> [Task inputs]
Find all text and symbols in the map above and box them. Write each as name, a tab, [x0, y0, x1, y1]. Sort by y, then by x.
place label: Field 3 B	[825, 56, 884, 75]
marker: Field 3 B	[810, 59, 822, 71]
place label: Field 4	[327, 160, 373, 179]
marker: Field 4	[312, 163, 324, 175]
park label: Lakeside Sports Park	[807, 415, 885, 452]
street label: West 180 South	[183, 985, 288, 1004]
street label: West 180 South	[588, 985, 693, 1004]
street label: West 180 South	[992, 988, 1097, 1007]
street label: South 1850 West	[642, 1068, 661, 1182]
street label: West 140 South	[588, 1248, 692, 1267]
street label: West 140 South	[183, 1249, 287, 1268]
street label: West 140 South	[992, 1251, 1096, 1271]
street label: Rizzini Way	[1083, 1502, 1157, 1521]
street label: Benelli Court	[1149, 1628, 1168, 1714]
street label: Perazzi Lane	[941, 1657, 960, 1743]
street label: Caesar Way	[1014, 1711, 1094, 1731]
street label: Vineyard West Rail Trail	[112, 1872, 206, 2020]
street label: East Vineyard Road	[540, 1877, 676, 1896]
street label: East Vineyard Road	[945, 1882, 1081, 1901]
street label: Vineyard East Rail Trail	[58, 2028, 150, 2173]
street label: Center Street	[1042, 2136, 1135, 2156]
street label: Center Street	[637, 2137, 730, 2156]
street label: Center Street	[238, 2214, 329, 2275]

> [Exercise instructions] Among the records above, which lines hold the word "West"? Copy each one.

> [Worked solution]
street label: West 180 South	[183, 985, 288, 1004]
street label: West 180 South	[588, 985, 693, 1004]
street label: West 180 South	[992, 988, 1097, 1007]
street label: South 1850 West	[642, 1068, 661, 1182]
street label: West 140 South	[588, 1248, 692, 1267]
street label: West 140 South	[183, 1249, 287, 1268]
street label: West 140 South	[992, 1251, 1096, 1271]
street label: Vineyard West Rail Trail	[112, 1872, 206, 2020]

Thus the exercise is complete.